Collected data
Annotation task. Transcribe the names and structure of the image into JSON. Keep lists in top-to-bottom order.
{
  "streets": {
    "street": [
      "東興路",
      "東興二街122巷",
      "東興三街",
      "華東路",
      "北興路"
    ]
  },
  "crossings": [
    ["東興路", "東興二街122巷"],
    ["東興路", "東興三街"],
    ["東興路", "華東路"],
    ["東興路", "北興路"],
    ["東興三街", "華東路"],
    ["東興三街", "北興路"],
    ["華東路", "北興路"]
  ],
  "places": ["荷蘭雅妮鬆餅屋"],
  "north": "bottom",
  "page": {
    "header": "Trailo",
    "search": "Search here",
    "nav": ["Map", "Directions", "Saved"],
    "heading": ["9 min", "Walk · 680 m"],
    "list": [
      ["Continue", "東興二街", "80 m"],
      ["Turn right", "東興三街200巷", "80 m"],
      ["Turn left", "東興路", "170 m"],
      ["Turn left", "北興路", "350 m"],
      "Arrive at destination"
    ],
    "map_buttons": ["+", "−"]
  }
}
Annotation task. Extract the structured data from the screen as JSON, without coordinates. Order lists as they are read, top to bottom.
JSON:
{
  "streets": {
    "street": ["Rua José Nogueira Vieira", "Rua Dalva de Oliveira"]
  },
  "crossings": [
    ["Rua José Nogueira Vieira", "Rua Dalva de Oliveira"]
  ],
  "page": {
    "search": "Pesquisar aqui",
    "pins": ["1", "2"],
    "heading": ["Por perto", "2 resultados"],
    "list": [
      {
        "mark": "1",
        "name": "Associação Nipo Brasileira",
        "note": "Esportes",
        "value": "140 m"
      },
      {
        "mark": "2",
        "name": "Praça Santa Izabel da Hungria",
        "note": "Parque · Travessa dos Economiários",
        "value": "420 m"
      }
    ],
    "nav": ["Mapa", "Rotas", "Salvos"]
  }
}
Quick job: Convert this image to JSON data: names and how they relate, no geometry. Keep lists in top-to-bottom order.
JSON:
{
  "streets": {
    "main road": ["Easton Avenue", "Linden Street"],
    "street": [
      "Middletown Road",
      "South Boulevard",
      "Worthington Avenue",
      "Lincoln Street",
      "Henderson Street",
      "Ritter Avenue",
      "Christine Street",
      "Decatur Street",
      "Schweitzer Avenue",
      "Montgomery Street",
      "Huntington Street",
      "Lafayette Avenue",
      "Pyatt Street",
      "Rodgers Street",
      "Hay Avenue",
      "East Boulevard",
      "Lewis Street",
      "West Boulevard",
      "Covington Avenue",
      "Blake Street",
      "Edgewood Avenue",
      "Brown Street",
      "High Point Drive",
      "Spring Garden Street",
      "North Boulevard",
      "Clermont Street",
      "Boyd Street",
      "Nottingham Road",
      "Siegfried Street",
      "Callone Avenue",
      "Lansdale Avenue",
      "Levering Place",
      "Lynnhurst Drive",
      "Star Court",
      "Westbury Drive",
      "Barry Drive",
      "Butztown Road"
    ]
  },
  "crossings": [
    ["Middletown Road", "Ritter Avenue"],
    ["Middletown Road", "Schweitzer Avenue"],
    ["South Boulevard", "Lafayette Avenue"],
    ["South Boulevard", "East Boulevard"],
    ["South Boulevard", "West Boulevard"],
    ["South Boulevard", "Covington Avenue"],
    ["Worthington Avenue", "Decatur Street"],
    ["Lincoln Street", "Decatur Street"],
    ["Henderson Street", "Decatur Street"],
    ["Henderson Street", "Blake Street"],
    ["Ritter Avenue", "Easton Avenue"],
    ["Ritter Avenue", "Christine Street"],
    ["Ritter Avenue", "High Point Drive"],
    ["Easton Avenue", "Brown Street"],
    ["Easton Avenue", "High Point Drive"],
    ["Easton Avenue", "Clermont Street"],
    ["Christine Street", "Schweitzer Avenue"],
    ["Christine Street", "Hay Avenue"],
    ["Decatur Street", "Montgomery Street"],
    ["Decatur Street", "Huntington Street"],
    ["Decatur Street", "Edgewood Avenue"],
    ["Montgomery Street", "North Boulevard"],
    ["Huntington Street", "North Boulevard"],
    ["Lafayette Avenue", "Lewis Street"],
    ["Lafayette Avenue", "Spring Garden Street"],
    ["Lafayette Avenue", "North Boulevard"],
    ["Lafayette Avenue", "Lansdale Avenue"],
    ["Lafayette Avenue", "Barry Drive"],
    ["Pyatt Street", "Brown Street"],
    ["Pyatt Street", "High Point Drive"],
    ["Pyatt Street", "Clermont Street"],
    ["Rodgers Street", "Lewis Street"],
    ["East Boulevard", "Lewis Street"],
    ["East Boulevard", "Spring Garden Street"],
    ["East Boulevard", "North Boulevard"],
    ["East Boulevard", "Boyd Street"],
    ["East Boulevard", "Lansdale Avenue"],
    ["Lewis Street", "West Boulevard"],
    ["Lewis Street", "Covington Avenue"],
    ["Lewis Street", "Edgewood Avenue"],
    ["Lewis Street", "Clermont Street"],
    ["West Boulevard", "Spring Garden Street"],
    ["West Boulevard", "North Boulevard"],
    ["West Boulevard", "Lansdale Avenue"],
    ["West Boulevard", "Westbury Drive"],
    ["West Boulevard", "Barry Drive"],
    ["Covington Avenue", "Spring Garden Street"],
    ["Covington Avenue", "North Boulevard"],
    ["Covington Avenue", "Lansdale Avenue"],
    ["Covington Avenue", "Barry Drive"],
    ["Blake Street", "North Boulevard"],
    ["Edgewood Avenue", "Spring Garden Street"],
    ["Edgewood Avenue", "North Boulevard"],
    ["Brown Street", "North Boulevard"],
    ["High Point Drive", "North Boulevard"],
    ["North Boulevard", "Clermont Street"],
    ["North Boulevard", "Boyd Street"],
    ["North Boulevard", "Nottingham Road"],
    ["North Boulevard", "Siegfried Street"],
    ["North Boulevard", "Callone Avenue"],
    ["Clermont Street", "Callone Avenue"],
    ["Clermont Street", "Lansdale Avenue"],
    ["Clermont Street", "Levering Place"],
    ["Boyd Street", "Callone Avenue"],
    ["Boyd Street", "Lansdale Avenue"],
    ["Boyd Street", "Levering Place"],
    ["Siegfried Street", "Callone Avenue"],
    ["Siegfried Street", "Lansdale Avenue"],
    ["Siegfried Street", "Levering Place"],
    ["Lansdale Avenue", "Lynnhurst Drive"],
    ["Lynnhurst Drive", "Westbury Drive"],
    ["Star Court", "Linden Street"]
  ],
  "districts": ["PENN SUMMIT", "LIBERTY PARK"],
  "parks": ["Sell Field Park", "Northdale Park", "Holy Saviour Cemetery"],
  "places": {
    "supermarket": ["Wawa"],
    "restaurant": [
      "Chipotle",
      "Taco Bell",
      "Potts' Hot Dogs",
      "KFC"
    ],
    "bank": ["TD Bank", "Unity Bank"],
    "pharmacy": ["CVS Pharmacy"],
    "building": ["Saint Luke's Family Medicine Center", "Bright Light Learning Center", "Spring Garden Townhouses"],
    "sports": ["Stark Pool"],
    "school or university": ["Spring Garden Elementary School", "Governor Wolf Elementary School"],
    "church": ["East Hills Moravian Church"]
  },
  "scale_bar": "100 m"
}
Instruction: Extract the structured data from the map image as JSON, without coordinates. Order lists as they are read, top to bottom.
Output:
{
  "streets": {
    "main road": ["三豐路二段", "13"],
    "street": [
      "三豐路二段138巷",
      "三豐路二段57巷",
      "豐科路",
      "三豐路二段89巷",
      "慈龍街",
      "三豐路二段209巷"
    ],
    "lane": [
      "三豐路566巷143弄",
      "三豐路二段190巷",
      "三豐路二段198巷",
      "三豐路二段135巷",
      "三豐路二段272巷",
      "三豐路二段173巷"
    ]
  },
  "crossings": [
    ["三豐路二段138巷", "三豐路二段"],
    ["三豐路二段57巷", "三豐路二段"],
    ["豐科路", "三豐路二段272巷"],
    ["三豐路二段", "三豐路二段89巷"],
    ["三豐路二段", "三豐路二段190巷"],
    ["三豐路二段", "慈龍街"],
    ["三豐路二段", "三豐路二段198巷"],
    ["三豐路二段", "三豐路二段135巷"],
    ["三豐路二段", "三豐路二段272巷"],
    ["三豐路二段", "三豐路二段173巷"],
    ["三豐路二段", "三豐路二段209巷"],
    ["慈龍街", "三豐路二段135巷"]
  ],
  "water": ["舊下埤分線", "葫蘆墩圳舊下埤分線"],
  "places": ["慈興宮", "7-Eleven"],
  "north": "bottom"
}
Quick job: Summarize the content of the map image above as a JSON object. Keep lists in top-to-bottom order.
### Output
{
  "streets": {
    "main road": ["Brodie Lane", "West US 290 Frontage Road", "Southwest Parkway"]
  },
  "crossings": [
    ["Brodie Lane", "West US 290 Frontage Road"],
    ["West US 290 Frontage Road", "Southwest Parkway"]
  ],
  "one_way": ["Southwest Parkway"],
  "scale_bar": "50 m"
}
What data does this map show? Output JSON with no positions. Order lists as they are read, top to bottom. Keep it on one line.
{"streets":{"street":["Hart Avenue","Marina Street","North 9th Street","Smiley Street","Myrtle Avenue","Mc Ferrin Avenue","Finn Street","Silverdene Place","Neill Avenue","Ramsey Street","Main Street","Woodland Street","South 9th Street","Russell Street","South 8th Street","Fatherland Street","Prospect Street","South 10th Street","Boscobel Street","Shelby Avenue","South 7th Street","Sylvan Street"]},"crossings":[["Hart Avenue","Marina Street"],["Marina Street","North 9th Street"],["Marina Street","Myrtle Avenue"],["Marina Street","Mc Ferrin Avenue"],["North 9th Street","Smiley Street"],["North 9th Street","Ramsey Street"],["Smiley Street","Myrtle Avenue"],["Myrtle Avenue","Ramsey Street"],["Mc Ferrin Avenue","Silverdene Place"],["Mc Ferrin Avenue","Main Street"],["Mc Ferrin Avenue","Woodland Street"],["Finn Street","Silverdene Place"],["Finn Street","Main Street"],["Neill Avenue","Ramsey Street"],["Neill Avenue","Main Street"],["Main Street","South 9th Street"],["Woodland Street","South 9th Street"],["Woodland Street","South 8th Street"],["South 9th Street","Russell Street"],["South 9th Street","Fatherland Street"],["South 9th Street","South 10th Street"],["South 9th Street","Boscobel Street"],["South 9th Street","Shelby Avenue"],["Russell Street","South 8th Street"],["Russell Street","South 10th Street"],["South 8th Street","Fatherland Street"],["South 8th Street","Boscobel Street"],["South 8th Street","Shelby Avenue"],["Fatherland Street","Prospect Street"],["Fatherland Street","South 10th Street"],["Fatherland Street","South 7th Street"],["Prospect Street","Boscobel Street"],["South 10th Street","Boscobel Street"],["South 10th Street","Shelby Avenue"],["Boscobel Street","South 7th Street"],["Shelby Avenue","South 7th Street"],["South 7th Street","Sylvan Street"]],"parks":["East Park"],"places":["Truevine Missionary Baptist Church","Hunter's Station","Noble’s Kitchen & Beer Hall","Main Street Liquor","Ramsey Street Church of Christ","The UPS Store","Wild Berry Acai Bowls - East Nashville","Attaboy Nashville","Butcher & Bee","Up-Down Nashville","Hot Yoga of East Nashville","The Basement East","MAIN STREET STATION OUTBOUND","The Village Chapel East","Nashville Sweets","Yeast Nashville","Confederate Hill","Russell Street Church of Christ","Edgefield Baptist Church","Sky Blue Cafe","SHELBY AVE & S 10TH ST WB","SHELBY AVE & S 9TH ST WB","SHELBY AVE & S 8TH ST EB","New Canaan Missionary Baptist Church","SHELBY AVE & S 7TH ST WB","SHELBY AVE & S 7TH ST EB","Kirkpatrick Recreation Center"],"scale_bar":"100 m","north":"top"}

* _WORK INSTRUCTION_:
For each line above that includes the word "Parkway", make a copy of that line.

* _WRITTEN RESPONSE_:
    "main road": ["Brodie Lane", "West US 290 Frontage Road", "Southwest Parkway"]
    ["West US 290 Frontage Road", "Southwest Parkway"]
  "one_way": ["Southwest Parkway"],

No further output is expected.